Compliance and Digital Exhaust¶
Problem Statement¶
Core to any Data and Analytics service that an organiation provides is the capability to process data sourced from customer environments.
A “Customer Environment” refers to an environment that the customer has “ownership” of in which customer owned tools, applications, systems, etc.. operate to support the customers business. A Customer Environment can be managed by the customer, or they may contract out managed support services to one or more managed service providers.
The tools/applications/systems running in a Customer Environment typically generate “digital exhaust”. “Digital Exhaust” that is of type “telemetry” is commonly used to enable “Observability”.
Digital Exhaust¶
In this context, Digital Exhaust refers to one or more of the following:
- Data/information about what is in the environment. For example: inventory information that identifies what has been deployed and key relationships of the inventory ( e.g. what uses what)
- Data/information generated explicitly and implicitly by an customer environment: This includes, but not limited to,
- Log information: Log files generated by the infrastructure ( compute, storage, networking, runtime tools, cloud services, “middleware” etc… ) AND by the applications ( package or custom built) that utilize the infrastructure.
- Telemetry: (Records that occur at a specific time) Structured or unstructured lines of text that are emitted by an application in response to some event in the code. Logs are distinct records of “what happened” to or with a specific system attribute at a specific time.
- Runtime metric information: metrics generated by the infrastructure ( compute, storage, networking, runtime tools, cloud services, “middleware” etc… ) AND by the applications ( package or custom built) that utilize the infrastructure.

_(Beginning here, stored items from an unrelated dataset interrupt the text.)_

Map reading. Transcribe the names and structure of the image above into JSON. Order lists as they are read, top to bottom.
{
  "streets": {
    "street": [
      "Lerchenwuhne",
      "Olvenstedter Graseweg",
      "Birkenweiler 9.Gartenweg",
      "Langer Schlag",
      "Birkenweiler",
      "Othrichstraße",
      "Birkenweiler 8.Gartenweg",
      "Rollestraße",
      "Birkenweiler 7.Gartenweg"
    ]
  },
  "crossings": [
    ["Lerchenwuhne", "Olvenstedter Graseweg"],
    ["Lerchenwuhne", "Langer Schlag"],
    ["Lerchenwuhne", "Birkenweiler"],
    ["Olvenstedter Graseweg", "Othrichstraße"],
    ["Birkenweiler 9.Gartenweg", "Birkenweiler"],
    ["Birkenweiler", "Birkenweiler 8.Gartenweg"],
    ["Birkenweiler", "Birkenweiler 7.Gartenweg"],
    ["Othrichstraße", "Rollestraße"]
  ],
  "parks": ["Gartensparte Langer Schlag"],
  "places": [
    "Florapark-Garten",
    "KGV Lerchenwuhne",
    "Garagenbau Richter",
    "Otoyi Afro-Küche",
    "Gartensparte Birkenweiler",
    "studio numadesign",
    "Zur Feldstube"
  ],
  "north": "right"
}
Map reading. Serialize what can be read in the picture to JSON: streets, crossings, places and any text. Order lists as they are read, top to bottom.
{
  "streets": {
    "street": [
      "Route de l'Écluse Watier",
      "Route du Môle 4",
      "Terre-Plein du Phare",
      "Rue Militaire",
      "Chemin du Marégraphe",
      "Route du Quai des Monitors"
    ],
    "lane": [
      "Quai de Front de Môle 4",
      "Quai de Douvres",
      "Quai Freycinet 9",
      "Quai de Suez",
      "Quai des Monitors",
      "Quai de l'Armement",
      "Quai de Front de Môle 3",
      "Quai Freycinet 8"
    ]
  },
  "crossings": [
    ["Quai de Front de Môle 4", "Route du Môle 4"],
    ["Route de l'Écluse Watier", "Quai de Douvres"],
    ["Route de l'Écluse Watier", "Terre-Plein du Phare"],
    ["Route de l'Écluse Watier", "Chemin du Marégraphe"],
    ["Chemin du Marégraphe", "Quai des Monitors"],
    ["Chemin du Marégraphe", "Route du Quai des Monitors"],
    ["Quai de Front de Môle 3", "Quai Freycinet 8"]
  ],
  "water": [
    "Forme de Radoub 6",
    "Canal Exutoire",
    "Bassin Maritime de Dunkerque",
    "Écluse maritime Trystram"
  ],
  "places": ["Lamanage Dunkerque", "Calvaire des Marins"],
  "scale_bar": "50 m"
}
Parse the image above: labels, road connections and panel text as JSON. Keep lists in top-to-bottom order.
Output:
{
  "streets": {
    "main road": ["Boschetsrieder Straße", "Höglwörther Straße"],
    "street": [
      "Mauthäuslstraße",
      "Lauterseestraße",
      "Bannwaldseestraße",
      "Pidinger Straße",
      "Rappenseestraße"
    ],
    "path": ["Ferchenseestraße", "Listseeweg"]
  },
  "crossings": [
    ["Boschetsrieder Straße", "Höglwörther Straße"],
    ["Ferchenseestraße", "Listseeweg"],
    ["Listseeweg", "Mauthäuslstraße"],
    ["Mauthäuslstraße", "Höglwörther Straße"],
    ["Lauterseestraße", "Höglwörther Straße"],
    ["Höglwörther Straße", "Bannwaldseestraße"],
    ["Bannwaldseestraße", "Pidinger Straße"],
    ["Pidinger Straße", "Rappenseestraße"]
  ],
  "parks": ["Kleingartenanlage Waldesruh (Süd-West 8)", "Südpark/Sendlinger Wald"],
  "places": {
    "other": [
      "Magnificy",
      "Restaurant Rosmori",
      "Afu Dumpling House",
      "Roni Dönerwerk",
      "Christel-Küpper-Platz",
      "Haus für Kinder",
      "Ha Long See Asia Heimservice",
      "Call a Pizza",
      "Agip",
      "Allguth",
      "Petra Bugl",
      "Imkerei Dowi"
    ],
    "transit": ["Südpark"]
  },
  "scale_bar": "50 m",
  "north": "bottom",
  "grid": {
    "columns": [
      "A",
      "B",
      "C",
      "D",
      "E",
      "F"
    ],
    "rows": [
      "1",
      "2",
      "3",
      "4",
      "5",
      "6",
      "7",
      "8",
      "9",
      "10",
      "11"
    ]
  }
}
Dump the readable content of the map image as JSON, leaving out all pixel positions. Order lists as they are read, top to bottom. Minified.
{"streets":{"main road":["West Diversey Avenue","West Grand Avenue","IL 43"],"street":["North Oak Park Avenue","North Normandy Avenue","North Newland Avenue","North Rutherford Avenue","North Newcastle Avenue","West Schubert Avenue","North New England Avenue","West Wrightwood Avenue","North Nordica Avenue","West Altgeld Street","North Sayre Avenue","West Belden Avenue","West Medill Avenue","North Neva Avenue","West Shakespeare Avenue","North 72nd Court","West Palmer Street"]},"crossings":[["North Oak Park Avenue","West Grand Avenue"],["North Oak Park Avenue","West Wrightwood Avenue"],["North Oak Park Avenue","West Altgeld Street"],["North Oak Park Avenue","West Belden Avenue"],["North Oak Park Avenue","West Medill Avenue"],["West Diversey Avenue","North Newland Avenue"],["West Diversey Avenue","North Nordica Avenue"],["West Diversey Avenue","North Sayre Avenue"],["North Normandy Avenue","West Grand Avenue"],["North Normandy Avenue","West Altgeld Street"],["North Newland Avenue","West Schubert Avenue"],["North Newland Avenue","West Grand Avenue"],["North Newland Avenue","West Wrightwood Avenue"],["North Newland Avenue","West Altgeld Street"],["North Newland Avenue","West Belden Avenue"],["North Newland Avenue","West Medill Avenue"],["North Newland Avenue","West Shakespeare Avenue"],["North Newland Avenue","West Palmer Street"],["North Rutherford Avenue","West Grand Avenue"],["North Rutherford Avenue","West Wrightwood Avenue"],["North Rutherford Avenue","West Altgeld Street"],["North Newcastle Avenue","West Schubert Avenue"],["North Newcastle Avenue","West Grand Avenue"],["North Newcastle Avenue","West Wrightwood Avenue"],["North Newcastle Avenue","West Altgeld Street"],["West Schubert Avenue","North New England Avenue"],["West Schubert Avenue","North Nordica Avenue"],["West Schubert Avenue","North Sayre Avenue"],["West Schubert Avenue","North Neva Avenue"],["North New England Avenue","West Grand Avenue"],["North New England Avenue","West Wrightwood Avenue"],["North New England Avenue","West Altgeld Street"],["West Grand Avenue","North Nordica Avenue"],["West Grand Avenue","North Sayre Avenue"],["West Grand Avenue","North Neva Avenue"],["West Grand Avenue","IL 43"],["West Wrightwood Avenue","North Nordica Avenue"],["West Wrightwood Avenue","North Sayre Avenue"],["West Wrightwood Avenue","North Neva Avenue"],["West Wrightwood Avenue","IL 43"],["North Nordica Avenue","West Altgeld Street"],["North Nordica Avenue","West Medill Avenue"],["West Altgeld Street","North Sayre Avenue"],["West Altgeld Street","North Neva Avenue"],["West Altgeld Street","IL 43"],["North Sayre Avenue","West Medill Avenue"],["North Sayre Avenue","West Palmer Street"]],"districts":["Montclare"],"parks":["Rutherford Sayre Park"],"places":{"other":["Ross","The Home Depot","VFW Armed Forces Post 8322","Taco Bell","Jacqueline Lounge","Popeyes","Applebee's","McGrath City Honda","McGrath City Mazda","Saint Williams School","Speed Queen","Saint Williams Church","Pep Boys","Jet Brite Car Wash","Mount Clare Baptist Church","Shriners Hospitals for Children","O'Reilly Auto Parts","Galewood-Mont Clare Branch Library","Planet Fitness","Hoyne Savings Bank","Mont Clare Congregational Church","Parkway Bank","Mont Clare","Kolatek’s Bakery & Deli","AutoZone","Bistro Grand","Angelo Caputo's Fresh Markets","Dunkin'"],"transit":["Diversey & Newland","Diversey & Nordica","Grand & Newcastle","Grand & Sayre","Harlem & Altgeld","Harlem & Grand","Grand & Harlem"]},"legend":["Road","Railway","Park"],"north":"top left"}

- Telemetry: ( Time Series ) A metric is a value that expresses some data about a system. These metrics are usually represented as counts or measures, and are often aggregated or calculated over a period of time. A metric can tell you how much memory is being used by a process out of the total, or the number of requests per second being handled by a service.
- Traces:
- Telemetry: ( Time Series )A single trace shows the activity for an individual transaction or request as it flows through an application. Traces are a critical part of observability, as they provide context for other telemetry.
- Security Audit events: who did what/when where
- Change Management events
- Automation tool output traces
- Workflow routing audit trail
- Crash/core dump logs
- Log information: Log files generated by the infrastructure ( compute, storage, networking, runtime tools, cloud services, “middleware” etc… ) AND by the applications ( package or custom built) that utilize the infrastructure.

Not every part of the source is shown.